I reluctantly faced her.

"I told you, because you asked, and because not telling you felt wrong. But Adinah, you have to understand : it means nothing. Okay? It means nothing. Anybody liking anybody means nothing, and this attraction is wrong on my part. I hope it goes away soon, because honestly, I don't believe he's made for me. And you must forget it too."

"Lubaina - "

"No, Adinah. Don't. Don't say anything. It's only going to hurt me more than the fact that this whole idea is irrational, childish, and just completely absurd."

"But - "

This time, Amaan was the one who made me stop.

"Your ice-cream, Baji," he said, and gave me a bowl of ice-cream.

Lubaina looked at me as Amaan handed her a bowl too, and as she looked at me, silently begging for me to shut up, in her eyes I saw the Lubaina I always knew and loved - the girl who was mute even when she had a million words inside of her; one who didn't care about herself but cared a little too much about everyone else; one who'd never reach out to you herself, but if you decided to, just once, would give you a lifetime of eternal love.

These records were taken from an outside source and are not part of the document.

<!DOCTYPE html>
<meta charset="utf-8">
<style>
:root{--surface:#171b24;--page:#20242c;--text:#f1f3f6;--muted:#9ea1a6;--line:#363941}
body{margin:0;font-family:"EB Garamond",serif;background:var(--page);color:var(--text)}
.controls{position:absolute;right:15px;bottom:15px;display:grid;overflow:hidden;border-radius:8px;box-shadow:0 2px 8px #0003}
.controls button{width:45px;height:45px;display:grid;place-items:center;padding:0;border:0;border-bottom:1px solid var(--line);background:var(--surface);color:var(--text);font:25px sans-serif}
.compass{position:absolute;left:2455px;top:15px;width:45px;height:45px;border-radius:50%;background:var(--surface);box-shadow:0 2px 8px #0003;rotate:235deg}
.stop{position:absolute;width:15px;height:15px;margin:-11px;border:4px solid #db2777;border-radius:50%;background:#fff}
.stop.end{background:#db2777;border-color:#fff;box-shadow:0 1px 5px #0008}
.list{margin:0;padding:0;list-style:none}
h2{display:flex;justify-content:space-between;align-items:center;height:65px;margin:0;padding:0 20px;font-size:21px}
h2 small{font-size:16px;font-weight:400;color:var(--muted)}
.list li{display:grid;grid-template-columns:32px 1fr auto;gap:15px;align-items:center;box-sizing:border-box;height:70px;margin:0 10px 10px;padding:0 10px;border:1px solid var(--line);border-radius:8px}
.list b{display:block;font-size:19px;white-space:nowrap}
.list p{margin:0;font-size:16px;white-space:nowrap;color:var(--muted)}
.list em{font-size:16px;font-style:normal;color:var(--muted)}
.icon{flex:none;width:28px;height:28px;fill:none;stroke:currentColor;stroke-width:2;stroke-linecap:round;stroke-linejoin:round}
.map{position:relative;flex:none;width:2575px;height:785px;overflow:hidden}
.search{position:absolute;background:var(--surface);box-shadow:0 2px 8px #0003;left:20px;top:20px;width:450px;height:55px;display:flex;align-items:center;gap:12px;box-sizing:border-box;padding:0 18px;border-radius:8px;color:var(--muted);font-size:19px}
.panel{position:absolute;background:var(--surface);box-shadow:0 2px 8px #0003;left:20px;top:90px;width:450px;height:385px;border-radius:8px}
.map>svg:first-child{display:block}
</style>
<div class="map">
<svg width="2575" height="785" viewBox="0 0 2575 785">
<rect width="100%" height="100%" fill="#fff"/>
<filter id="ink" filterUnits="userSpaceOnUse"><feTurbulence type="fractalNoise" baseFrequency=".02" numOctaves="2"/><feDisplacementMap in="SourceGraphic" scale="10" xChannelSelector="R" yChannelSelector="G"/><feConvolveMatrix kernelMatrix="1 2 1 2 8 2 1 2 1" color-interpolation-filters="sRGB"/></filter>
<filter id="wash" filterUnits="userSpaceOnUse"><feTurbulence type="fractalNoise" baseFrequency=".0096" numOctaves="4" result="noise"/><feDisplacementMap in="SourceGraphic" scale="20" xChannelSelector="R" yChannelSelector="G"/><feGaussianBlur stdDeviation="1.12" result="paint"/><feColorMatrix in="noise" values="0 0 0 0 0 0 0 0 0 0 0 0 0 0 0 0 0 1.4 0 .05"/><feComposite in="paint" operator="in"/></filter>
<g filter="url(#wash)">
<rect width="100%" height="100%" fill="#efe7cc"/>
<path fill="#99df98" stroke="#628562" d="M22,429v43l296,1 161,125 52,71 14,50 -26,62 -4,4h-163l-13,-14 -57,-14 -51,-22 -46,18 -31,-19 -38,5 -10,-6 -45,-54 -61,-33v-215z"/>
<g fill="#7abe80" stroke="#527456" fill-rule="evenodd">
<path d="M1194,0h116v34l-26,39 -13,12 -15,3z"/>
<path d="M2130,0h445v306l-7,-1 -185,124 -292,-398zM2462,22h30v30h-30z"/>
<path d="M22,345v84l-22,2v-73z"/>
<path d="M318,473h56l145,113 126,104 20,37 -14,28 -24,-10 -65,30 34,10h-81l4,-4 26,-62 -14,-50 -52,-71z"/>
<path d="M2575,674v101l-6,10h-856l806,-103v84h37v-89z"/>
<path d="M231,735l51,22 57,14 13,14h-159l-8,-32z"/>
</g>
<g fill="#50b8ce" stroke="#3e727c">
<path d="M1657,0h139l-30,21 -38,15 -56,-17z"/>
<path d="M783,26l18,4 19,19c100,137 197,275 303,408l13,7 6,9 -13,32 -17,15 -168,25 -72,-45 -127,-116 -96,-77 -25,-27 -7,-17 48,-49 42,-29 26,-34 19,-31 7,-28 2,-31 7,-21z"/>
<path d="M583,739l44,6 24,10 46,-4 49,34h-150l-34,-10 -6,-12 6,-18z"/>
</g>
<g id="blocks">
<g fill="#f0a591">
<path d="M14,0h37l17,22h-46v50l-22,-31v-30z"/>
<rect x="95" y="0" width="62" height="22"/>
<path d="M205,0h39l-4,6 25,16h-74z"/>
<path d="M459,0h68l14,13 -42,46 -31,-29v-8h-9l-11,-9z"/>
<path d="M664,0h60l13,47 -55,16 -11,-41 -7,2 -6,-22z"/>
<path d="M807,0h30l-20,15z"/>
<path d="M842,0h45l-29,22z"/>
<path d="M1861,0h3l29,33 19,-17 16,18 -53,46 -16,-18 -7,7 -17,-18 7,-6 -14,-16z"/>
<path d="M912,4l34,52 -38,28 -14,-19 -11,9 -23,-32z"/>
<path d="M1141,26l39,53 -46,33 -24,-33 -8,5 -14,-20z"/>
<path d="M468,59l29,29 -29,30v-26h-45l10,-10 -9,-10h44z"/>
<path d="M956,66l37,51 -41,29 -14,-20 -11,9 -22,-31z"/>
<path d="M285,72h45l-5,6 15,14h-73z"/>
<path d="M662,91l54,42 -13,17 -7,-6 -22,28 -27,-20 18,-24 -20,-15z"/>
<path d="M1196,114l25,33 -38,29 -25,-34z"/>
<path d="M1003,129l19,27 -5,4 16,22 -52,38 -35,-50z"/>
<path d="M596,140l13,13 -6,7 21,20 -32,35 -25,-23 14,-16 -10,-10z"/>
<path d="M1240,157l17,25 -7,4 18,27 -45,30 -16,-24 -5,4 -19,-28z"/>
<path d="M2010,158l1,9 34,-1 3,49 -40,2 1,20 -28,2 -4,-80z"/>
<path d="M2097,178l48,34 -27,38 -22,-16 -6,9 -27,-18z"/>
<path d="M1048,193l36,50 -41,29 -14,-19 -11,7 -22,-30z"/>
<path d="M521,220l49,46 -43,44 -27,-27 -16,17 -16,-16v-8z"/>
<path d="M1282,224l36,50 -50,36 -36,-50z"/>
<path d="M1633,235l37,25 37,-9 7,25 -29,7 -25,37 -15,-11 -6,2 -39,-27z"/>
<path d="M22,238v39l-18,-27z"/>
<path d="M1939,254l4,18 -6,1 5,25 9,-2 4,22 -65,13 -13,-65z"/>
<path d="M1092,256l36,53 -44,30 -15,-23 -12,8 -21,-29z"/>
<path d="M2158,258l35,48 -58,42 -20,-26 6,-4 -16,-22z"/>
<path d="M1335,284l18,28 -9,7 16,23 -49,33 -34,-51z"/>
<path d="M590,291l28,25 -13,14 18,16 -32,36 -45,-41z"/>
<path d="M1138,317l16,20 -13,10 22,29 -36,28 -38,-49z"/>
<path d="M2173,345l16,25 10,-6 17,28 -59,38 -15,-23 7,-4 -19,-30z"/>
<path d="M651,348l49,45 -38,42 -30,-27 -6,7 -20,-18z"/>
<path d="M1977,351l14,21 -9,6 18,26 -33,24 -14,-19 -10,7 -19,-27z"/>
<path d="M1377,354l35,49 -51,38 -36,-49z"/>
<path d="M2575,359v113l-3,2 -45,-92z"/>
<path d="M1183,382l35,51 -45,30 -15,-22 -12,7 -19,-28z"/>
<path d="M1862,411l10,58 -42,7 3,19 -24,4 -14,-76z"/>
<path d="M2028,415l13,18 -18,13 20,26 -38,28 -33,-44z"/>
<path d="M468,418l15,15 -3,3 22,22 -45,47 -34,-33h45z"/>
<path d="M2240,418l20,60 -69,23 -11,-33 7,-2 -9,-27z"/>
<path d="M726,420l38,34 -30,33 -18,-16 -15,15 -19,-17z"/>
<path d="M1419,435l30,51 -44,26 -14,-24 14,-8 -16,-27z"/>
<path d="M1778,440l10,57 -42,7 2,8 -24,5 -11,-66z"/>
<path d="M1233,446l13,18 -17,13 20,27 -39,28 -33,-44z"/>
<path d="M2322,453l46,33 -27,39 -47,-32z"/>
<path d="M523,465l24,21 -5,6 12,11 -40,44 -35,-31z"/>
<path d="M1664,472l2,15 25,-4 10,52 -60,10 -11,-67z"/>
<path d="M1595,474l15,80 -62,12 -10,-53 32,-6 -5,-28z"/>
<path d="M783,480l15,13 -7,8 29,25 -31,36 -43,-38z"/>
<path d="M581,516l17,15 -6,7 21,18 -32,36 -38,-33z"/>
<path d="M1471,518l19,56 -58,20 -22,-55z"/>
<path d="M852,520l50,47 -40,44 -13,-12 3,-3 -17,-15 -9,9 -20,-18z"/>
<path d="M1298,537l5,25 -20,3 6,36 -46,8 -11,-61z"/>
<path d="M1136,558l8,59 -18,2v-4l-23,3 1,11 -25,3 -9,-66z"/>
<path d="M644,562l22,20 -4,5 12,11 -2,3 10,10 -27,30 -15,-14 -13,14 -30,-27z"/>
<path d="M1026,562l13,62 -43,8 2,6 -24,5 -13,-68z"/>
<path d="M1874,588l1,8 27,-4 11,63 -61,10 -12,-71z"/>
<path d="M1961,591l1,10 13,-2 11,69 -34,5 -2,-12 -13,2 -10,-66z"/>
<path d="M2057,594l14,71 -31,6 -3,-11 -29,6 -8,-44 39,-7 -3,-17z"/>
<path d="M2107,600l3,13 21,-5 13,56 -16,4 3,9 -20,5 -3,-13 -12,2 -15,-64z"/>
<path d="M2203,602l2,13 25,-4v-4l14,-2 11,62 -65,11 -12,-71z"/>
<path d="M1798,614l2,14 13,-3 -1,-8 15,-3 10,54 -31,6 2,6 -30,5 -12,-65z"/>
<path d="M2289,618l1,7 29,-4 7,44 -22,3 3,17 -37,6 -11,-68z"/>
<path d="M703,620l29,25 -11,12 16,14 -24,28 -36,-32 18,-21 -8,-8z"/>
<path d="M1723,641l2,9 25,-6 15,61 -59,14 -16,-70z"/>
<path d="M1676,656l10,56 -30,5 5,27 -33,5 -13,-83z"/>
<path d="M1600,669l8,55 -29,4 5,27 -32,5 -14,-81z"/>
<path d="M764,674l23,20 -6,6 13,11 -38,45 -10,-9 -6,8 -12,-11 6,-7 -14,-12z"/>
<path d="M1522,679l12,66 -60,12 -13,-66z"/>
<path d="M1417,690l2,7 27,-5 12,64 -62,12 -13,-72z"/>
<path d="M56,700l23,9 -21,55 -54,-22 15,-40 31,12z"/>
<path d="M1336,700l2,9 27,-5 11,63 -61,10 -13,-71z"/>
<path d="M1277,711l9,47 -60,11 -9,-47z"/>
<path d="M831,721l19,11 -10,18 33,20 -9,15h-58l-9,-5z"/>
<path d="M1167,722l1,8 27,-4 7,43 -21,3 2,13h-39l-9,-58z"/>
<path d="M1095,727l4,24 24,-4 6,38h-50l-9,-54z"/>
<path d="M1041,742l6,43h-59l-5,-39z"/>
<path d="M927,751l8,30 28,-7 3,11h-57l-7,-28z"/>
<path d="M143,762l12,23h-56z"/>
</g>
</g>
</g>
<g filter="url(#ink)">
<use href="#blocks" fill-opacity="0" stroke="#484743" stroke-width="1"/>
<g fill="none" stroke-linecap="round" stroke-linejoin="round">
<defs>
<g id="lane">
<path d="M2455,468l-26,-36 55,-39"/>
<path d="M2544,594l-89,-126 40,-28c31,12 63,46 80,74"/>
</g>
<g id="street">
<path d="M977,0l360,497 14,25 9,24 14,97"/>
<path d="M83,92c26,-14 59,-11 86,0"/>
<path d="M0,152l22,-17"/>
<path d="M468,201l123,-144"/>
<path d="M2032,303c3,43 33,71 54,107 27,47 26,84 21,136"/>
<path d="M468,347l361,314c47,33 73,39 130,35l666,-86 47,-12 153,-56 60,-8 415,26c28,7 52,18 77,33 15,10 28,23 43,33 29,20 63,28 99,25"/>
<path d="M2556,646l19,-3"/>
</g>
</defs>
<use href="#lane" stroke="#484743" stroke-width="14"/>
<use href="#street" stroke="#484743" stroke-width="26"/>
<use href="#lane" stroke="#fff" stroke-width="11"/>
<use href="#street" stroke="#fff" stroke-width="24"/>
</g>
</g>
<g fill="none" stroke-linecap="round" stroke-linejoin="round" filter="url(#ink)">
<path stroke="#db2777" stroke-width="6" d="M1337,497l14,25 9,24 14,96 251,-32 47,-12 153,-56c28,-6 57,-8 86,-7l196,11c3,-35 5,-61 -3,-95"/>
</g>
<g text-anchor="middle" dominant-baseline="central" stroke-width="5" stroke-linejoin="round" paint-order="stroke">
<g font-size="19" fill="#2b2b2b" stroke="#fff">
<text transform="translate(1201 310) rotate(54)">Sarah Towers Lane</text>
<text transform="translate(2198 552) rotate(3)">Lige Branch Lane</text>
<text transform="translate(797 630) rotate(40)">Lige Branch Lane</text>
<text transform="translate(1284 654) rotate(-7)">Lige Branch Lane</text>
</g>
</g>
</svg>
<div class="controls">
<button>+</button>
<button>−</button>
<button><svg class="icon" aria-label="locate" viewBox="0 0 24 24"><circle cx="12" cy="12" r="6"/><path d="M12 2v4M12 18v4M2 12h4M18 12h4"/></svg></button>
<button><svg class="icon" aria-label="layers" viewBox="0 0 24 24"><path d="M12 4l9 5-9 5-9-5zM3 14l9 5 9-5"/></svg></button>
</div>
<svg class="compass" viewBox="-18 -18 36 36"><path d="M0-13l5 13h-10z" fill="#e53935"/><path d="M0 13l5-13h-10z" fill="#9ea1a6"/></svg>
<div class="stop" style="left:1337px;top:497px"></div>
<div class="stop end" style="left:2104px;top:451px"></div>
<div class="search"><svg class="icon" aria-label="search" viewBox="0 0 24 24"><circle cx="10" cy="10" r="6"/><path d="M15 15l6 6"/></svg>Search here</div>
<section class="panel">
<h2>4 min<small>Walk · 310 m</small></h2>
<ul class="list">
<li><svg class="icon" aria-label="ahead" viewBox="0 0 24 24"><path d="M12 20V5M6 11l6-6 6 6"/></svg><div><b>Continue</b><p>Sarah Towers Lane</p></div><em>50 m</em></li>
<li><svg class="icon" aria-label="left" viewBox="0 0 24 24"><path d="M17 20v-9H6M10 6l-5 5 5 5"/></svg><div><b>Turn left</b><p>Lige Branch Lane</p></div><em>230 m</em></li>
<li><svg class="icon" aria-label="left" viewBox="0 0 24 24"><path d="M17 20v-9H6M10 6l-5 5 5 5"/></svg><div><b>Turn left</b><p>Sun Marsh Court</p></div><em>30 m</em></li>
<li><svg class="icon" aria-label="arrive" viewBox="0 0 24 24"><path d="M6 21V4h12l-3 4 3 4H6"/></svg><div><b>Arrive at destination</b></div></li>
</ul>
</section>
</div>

I saw Lubaina, and Jebrail's face came to my mind - the way he spoke to Lubaina, the way he looked at her . . . And my wish of matching Jebrail with Hafsa fogged with the doubt that maybe Hafsa wasn't the one who would get to be my brother's unlucky wife.

A.N.

After a point, the book starts to write itself; I've always believed it. And this chapter, it was just exactly that. It left me shocked but happy. Hope the flow takes it somewhere good.